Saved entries
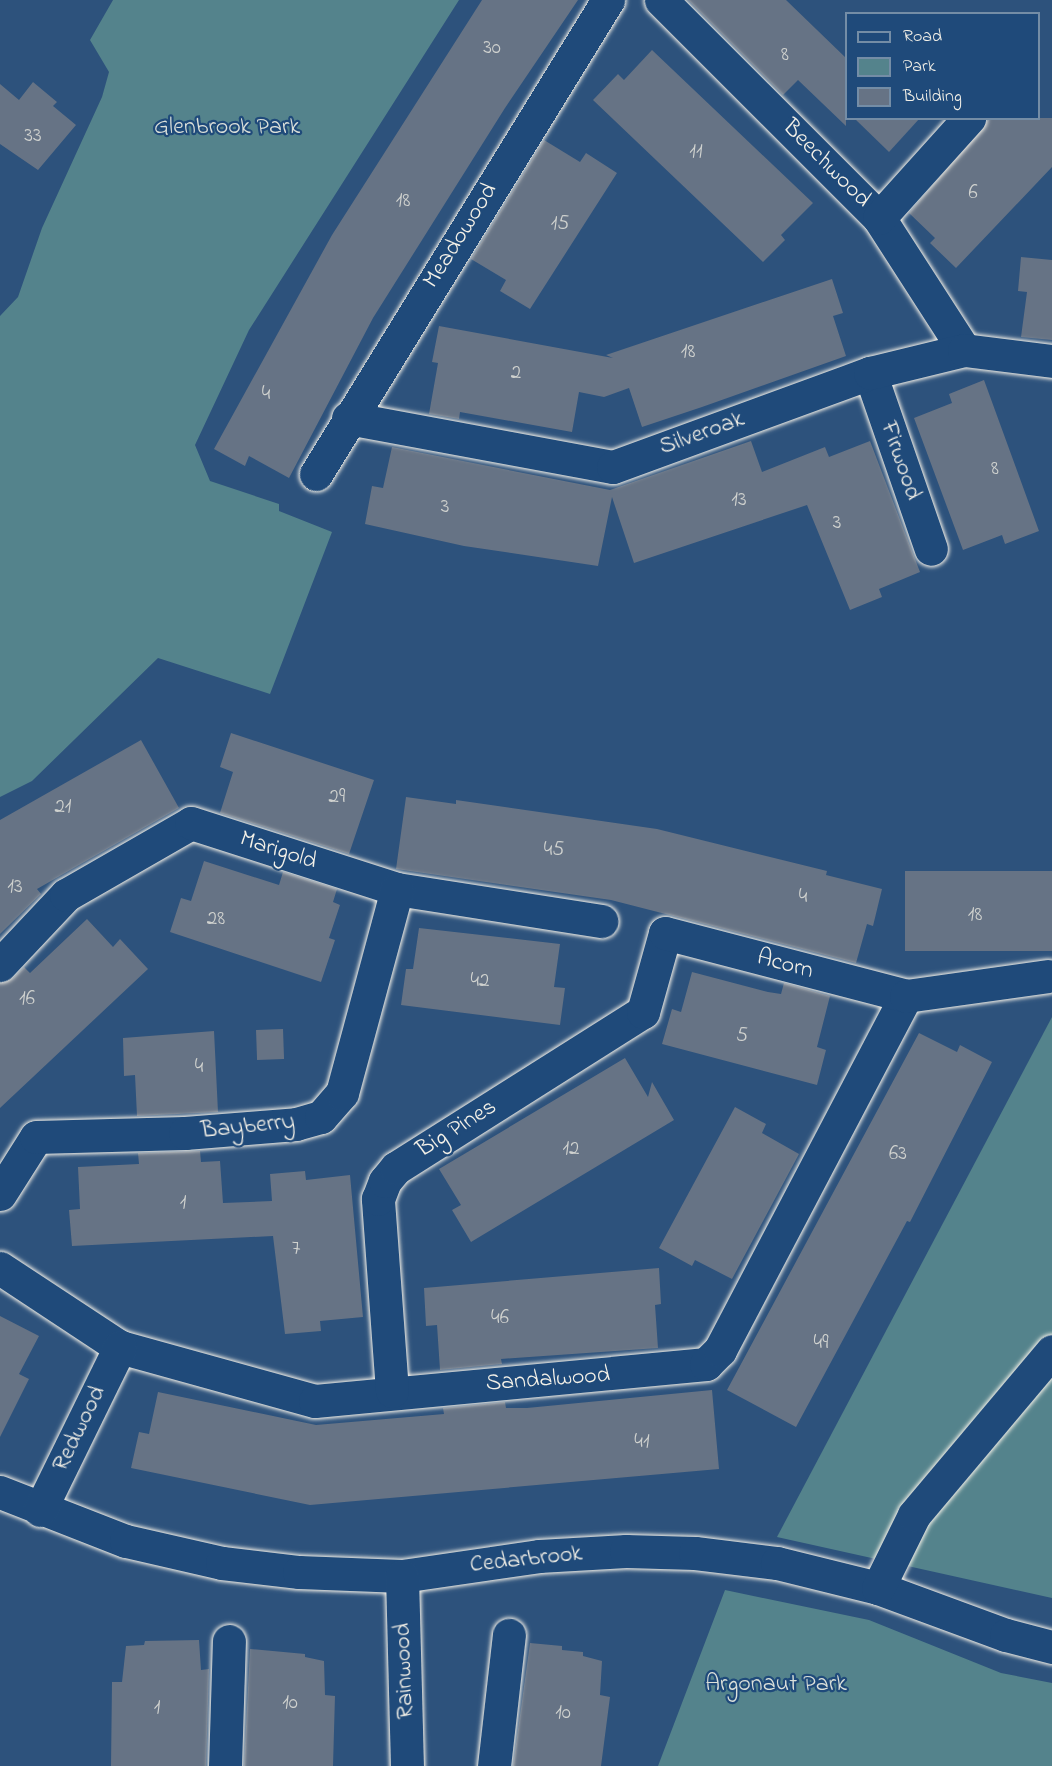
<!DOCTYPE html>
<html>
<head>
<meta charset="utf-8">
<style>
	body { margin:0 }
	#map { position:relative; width:1052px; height:1766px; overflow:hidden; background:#2d527c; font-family:"Indie Flower",sans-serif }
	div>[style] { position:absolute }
	.green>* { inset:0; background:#54838c }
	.building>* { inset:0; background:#667385; transform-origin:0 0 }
	.roads { filter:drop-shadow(0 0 2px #f4f1e8) drop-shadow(0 0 2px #f4f1e8) }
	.minor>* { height:33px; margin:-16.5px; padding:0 16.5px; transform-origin:16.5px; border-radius:16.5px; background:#1f4a7a }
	span { translate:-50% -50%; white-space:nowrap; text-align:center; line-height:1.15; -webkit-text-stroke:4.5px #1f4a7a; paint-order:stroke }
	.number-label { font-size:21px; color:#d0d2cf }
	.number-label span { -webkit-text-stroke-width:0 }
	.park-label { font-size:24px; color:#dce0da }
	.street-label { font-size:24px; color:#f4f1e8 }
	.legend { position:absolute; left:845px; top:12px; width:195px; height:108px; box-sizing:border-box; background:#1f4a7a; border:2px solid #748da6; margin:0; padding:8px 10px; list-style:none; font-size:18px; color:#f4f1e8 }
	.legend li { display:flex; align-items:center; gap:12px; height:30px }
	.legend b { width:30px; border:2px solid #748da6 }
</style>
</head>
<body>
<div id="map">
	<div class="green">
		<i style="clip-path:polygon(113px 0,459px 0,249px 330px,195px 445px,210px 481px,279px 504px,279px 511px,332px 532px,270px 694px,158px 658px,32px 781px,0 797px,0 316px,18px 297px,42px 228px,102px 97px,109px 72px,90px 40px)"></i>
		<i style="clip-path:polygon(1052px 1017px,1052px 1598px,777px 1537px)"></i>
		<i style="clip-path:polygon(725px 1590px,869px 1620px,1001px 1673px,1052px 1683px,1052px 1766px,658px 1766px)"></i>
	</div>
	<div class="building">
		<i style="clip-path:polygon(482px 0,578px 0,505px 108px,373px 318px,289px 478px,249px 456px,245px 466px,214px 449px,332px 235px)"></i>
		<i style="clip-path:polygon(688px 0,786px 0,846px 58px,846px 126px,798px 80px,783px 95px)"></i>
		<i style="clip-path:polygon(652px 50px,813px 203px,781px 235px,785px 240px,763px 262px,593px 100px,618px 74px,624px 80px)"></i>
		<i style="clip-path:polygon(33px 82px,57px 102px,53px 106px,76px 125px,38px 170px,0 144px,0 84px,19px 100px)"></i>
		<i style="clip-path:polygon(854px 118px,920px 118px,889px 152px)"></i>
		<i style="clip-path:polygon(990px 118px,1052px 118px,1052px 167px,956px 268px,930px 243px,935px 238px,909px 213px)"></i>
		<i style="clip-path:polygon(544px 140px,580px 162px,586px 153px,617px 173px,530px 309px,500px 291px,506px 280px,471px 259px)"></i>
		<i style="clip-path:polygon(1021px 257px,1052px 260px,1052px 340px,1021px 337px,1027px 292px,1018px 291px)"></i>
		<i style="clip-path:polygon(832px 279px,843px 313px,833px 316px,846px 356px,702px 407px,642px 427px,629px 388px,604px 397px,579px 392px,572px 432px,460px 412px,459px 419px,429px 414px,438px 363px,432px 362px,439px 326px,613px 358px,606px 355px)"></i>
		<i style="clip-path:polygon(984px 380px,1039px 531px,1005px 544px,1002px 535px,963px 550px,914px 418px,952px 403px,949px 394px)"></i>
		<i style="clip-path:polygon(751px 441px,762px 472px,825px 447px,829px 457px,870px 441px,920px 572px,879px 589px,882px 597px,850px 610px,807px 505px,634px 563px,612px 497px,598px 566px,464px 546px,365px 524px,372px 486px,383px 488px,392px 447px,610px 490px)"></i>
		<i style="clip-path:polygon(231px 733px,374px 780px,349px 854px,220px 813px,233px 772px,220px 767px)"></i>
		<i style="clip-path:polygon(141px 740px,179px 808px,37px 889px,41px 894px,0 934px,0 820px)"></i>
		<i style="clip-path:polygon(406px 797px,456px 804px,456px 800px,657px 829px,827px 871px,826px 875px,882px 889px,873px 926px,867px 924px,856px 963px,611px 900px,396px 869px)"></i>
		<i style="clip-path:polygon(204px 861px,279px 885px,283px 872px,337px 889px,333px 902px,340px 905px,329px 938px,335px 940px,321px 982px,170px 932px,181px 898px,191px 901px)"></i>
		<i style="left:1052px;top:871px;width:80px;height:147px;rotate:90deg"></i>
		<i style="clip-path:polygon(87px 919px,113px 947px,120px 939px,148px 969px,0 1108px,0 983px,13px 978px,24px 967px,30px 973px)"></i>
		<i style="clip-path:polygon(419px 928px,560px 944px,554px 987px,565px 988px,560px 1025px,401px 1005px,406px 969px,413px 969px)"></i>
		<i style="clip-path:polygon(692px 972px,768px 992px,781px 994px,784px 983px,830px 996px,817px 1047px,826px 1050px,817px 1085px,662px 1044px,672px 1009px,681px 1012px)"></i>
		<i style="left:283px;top:1029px;width:30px;height:27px;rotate:88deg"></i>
		<i style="clip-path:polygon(214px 1031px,218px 1112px,137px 1116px,135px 1075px,124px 1076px,123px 1038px)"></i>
		<i style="clip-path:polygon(919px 1033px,957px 1052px,960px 1045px,992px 1062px,910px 1222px,907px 1221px,796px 1427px,727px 1390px)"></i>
		<i style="clip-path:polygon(625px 1058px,648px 1097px,652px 1082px,674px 1120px,471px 1242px,452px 1210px,461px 1205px,439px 1169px)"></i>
		<i style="clip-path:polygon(735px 1107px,766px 1124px,762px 1133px,799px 1154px,732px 1279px,695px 1260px,692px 1266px,659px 1248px)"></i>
		<i style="clip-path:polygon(200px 1151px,201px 1162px,220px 1161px,223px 1203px,272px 1201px,270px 1174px,305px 1171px,306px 1180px,350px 1175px,363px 1317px,320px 1321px,321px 1331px,285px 1334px,273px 1236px,72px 1246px,69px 1210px,80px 1209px,78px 1167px,139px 1164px,138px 1153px)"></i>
		<i style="clip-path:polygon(659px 1268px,661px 1304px,655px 1305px,658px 1348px,501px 1359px,502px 1364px,440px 1370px,437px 1325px,426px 1326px,424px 1288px)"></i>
		<i style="clip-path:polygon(0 1316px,39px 1336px,19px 1374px,29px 1379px,0 1437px)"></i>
		<i style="clip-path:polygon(712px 1390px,719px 1469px,310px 1505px,131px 1468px,139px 1432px,149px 1434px,158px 1392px,316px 1425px,444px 1414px,443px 1408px,505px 1402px,506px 1408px,527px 1408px)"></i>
		<i style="clip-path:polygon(199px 1640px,201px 1670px,209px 1669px,206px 1766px,111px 1766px,112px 1682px,122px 1682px,126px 1646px,144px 1645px,145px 1641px)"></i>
		<i style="clip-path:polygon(530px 1643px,562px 1646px,562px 1650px,583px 1652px,583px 1656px,602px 1661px,600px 1695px,610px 1697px,601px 1766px,513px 1766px)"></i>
		<i style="clip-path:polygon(250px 1649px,305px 1654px,305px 1657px,324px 1661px,325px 1695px,335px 1696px,333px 1766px,244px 1766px)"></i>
	</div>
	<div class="roads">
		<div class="minor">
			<i style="left:661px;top:0;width:308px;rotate:45deg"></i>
			<i style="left:879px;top:218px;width:157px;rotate:57.2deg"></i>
			<i style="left:879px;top:218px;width:135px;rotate:-48deg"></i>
			<i style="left:870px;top:373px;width:186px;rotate:70.9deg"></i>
			<i style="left:348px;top:418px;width:269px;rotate:10.5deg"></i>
			<i style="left:613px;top:467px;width:274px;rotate:-20.1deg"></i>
			<i style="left:870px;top:373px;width:97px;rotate:-13.7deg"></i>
			<i style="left:964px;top:350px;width:89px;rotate:7.1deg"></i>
			<i style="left:316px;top:474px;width:557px;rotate:-58.37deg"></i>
			<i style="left:0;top:965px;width:96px;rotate:-46.7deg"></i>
			<i style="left:66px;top:895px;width:144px;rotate:-29.9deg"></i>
			<i style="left:191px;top:823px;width:216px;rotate:17.8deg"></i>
			<i style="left:397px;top:889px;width:207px;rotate:8.9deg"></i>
			<i style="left:0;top:1194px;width:67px;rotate:-57.7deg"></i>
			<i style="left:36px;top:1137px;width:149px;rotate:-1.5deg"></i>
			<i style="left:185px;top:1133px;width:111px;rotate:-4.6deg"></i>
			<i style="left:296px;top:1124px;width:26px;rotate:-16deg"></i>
			<i style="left:321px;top:1117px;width:32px;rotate:-49deg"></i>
			<i style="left:342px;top:1093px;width:211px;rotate:-74.9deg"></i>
			<i style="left:0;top:1268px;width:144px;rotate:33.4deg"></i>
			<i style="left:120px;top:1347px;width:202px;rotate:15.5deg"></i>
			<i style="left:315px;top:1401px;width:393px;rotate:-5.4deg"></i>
			<i style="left:706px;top:1364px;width:20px;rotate:-45deg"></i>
			<i style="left:720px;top:1350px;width:400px;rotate:-62.3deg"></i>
			<i style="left:392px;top:1391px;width:193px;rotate:-94.2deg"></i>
			<i style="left:378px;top:1199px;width:19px;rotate:-69deg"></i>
			<i style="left:385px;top:1181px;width:17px;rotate:-50deg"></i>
			<i style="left:396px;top:1168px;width:292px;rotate:-32.3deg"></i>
			<i style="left:643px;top:1012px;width:82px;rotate:-74.4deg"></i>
			<i style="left:665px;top:933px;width:249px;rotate:14.6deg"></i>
			<i style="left:906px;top:996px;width:143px;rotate:-8deg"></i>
			<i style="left:0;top:1492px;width:135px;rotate:21.3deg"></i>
			<i style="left:126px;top:1541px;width:98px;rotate:12.9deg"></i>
			<i style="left:222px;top:1563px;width:78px;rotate:6.7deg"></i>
			<i style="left:299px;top:1572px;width:103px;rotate:2.2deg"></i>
			<i style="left:402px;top:1576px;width:138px;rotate:-8.3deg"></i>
			<i style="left:539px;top:1556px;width:87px;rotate:-3.3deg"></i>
			<i style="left:626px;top:1551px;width:69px;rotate:1.7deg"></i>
			<i style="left:695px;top:1553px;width:83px;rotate:7deg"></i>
			<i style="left:777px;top:1563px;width:104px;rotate:13.9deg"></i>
			<i style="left:878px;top:1588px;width:136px;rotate:20.2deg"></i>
			<i style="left:1006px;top:1635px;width:48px;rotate:14.6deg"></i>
			<i style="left:40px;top:1510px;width:182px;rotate:-63.9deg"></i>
			<i style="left:402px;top:1576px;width:190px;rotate:88.5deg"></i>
			<i style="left:878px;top:1588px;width:81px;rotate:-63.7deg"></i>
			<i style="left:914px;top:1515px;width:214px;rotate:-49.9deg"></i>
			<i style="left:225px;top:1766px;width:125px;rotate:-88.2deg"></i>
			<i style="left:494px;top:1766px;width:132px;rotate:-83.5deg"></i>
		</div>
	</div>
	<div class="number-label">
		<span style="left:492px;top:48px">30</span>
		<span style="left:785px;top:55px">8</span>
		<span style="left:33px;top:136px">33</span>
		<span style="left:696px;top:152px">11</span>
		<span style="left:973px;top:193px">6</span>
		<span style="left:403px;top:201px">18</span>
		<span style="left:560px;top:224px">15</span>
		<span style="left:688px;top:352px">18</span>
		<span style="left:516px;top:373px">2</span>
		<span style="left:266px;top:394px">4</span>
		<span style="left:995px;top:469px">8</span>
		<span style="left:739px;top:500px">13</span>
		<span style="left:445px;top:507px">3</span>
		<span style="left:837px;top:523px">3</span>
		<span style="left:337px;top:797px">29</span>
		<span style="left:63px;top:807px">21</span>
		<span style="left:554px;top:850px">45</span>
		<span style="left:15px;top:887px">13</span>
		<span style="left:803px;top:897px">4</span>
		<span style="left:975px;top:915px">18</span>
		<span style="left:216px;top:919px">28</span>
		<span style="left:480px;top:981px">42</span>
		<span style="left:27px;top:999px">16</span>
		<span style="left:742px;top:1036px">5</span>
		<span style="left:199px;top:1067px">4</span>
		<span style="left:571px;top:1149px">12</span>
		<span style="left:898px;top:1154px">63</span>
		<span style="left:183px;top:1203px">1</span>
		<span style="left:296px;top:1249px">7</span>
		<span style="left:500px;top:1318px">46</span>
		<span style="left:821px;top:1343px">49</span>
		<span style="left:642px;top:1442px">41</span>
		<span style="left:290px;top:1703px">10</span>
		<span style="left:157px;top:1708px">1</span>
		<span style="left:563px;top:1713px">10</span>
	</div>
	<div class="park-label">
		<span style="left:227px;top:128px">Glenbrook Park</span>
		<span style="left:776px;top:1685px">Argonaut Park</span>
	</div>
	<div class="street-label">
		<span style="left:826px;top:164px;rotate:45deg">Beechwood</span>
		<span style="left:461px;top:236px;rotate:-58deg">Meadowood</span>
		<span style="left:702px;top:434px;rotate:-20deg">Silveroak</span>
		<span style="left:900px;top:461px;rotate:71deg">Firwood</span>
		<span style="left:278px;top:851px;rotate:18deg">Marigold</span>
		<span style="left:785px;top:965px;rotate:15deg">Acorn</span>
		<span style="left:248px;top:1127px;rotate:-6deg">Bayberry</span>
		<span style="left:457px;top:1129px;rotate:-32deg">Big Pines</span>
		<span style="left:548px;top:1380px;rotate:-4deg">Sandalwood</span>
		<span style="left:80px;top:1429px;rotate:-64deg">Redwood</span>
		<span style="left:526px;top:1560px;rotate:-6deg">Cedarbrook</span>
		<span style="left:405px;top:1671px;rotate:-92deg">Rainwood</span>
	</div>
	<ul class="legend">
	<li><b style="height:8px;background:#1f4a7a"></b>Road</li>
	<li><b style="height:16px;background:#54838c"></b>Park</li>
	<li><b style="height:16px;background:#667385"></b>Building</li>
	</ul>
</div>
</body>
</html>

_Task prompt:_ Give again, word for word, every line from the top of the data above to the line holding "display:flex; align-items:center; gap:12px;", inclusive, with the pictures left out.

_Written answer:_
<!DOCTYPE html>
<html>
<head>
<meta charset="utf-8">
<style>
	body { margin:0 }
	#map { position:relative; width:1052px; height:1766px; overflow:hidden; background:#2d527c; font-family:"Indie Flower",sans-serif }
	div>[style] { position:absolute }
	.green>* { inset:0; background:#54838c }
	.building>* { inset:0; background:#667385; transform-origin:0 0 }
	.roads { filter:drop-shadow(0 0 2px #f4f1e8) drop-shadow(0 0 2px #f4f1e8) }
	.minor>* { height:33px; margin:-16.5px; padding:0 16.5px; transform-origin:16.5px; border-radius:16.5px; background:#1f4a7a }
	span { translate:-50% -50%; white-space:nowrap; text-align:center; line-height:1.15; -webkit-text-stroke:4.5px #1f4a7a; paint-order:stroke }
	.number-label { font-size:21px; color:#d0d2cf }
	.number-label span { -webkit-text-stroke-width:0 }
	.park-label { font-size:24px; color:#dce0da }
	.street-label { font-size:24px; color:#f4f1e8 }
	.legend { position:absolute; left:845px; top:12px; width:195px; height:108px; box-sizing:border-box; background:#1f4a7a; border:2px solid #748da6; margin:0; padding:8px 10px; list-style:none; font-size:18px; color:#f4f1e8 }
	.legend li { display:flex; align-items:center; gap:12px; height:30px }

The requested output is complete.